**WHAT YOU NEED TO DO:**
Using the records below, find every line that includes "filter" and copy it.

Records from a data source
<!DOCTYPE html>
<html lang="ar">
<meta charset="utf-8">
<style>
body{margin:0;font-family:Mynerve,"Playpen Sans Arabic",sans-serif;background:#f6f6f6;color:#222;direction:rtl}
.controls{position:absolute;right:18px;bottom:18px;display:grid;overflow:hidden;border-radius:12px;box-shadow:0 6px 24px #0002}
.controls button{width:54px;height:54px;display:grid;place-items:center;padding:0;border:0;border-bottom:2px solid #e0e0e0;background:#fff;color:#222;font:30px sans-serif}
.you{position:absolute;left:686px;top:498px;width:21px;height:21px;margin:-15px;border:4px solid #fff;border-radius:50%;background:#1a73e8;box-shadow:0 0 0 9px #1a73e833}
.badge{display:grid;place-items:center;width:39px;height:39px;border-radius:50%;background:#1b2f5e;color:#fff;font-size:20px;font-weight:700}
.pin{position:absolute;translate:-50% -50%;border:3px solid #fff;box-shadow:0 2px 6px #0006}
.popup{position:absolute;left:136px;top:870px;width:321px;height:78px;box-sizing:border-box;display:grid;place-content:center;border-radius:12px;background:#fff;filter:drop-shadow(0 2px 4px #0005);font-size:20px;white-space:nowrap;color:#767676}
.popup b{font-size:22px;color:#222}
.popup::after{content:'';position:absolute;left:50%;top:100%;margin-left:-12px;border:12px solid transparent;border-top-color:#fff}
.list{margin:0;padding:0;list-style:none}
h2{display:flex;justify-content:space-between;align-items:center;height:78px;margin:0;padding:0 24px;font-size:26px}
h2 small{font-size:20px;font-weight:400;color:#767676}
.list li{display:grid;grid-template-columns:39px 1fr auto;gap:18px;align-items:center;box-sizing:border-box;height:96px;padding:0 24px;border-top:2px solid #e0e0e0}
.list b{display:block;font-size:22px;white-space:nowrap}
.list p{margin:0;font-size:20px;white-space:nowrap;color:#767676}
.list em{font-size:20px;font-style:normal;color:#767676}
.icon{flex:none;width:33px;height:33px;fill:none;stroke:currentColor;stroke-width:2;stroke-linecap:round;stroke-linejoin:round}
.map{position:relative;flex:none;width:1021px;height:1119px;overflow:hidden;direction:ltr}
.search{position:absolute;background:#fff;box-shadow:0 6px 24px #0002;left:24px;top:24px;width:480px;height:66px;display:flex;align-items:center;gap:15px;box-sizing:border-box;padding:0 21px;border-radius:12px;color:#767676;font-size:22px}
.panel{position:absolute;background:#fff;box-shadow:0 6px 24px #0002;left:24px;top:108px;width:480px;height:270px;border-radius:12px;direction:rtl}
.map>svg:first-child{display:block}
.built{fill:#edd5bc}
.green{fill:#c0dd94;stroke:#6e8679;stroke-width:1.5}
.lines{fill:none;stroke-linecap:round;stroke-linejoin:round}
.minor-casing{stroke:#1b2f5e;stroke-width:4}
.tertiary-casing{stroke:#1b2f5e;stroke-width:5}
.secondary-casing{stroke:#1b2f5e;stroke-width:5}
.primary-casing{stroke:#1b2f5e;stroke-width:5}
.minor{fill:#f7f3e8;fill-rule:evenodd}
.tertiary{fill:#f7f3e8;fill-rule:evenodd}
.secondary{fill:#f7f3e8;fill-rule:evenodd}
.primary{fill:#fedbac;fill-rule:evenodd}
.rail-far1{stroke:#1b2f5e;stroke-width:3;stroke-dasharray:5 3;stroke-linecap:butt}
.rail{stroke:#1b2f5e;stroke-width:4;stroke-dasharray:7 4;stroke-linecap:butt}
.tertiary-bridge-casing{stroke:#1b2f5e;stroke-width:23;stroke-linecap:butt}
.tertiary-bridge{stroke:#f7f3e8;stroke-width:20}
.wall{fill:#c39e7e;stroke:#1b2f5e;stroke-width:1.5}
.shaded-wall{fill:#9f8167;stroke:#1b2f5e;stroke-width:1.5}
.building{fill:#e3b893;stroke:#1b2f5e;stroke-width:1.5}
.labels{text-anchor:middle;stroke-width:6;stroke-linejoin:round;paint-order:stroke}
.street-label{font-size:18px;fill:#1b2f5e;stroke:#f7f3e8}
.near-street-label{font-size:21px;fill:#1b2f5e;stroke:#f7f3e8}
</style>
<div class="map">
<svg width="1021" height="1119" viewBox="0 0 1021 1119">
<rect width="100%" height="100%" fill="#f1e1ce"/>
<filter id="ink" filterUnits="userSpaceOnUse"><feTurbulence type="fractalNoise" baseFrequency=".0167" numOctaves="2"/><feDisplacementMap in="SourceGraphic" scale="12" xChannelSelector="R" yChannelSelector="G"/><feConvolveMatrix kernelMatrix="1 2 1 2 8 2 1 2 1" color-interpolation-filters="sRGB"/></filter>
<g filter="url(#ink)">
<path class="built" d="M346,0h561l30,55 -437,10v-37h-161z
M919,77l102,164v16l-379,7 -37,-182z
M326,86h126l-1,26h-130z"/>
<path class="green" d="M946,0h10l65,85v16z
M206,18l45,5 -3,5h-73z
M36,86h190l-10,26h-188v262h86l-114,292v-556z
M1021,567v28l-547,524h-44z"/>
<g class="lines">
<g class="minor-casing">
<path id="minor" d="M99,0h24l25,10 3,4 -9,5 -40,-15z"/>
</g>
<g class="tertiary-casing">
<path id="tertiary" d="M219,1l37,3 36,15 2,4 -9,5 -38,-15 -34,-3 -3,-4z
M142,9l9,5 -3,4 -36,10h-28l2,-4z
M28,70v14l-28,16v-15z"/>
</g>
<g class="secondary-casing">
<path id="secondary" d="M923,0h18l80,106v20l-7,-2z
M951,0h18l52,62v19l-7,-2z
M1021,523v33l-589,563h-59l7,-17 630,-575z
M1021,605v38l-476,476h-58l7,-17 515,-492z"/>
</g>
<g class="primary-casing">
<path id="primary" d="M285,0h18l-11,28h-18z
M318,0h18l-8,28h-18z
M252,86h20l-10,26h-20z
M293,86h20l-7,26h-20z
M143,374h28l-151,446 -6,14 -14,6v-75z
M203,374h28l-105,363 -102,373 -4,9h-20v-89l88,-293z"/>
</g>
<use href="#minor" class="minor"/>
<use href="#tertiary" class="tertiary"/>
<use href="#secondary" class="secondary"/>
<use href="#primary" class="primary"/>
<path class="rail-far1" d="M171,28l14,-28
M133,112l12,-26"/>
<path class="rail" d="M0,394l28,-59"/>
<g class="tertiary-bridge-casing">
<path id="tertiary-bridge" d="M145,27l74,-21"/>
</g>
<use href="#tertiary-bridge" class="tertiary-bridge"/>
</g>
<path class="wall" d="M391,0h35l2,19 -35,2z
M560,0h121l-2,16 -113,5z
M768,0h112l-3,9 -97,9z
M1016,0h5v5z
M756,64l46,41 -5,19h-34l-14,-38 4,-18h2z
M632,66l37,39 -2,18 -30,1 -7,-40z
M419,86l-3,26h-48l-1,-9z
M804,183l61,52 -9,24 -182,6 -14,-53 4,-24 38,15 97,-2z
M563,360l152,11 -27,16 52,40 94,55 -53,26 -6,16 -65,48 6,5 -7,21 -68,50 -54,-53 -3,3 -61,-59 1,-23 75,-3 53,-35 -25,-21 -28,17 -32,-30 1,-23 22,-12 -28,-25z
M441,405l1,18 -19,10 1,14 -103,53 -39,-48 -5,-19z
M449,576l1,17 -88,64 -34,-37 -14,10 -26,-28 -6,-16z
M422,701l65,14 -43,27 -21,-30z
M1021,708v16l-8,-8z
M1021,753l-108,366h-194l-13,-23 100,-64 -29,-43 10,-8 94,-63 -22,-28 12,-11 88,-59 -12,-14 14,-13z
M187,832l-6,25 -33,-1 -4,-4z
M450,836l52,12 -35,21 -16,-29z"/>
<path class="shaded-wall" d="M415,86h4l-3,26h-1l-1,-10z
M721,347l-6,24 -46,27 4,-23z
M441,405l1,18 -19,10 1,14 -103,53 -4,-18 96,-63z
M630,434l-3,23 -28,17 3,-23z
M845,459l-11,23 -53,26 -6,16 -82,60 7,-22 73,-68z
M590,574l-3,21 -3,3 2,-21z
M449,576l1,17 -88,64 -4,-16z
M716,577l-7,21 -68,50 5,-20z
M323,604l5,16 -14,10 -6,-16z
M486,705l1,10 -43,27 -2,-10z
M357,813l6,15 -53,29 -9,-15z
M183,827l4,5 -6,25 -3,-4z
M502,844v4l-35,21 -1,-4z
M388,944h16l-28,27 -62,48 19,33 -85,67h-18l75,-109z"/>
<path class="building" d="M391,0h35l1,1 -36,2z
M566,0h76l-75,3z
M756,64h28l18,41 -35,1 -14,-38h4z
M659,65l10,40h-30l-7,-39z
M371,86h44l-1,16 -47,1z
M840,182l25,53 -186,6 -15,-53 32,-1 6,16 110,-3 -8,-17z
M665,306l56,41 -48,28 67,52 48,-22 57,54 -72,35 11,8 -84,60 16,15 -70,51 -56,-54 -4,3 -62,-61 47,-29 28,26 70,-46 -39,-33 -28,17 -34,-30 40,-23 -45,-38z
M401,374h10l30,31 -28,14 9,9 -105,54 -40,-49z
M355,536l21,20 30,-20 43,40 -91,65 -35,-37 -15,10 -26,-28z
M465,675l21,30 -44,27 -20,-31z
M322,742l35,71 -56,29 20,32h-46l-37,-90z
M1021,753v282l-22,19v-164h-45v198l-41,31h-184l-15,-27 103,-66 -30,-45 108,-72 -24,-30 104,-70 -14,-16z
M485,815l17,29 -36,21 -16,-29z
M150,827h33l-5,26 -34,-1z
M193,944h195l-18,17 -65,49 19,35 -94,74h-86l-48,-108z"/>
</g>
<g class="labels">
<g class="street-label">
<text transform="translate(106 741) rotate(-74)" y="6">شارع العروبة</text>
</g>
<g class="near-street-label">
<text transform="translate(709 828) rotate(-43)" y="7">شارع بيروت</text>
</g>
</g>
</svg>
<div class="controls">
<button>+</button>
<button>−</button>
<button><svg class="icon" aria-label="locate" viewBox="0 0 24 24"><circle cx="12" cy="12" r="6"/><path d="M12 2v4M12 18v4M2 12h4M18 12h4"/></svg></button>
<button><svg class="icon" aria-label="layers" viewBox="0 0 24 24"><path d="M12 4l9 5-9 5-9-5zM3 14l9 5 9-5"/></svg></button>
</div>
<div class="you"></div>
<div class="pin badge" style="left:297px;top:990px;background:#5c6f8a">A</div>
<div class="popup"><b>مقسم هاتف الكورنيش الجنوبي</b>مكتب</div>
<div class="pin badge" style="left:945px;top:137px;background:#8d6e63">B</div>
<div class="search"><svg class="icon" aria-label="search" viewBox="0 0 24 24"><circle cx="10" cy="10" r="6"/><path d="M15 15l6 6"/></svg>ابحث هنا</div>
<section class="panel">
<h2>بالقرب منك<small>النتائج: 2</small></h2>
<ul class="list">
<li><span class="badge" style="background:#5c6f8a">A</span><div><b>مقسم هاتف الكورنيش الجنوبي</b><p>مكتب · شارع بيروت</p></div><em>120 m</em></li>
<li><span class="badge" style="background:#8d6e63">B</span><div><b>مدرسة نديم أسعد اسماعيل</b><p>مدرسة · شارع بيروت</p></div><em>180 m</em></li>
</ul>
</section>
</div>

**SOLUTION FOR THIS TASK:**
.popup{position:absolute;left:136px;top:870px;width:321px;height:78px;box-sizing:border-box;display:grid;place-content:center;border-radius:12px;background:#fff;filter:drop-shadow(0 2px 4px #0005);font-size:20px;white-space:nowrap;color:#767676}
<filter id="ink" filterUnits="userSpaceOnUse"><feTurbulence type="fractalNoise" baseFrequency=".0167" numOctaves="2"/><feDisplacementMap in="SourceGraphic" scale="12" xChannelSelector="R" yChannelSelector="G"/><feConvolveMatrix kernelMatrix="1 2 1 2 8 2 1 2 1" color-interpolation-filters="sRGB"/></filter>
<g filter="url(#ink)">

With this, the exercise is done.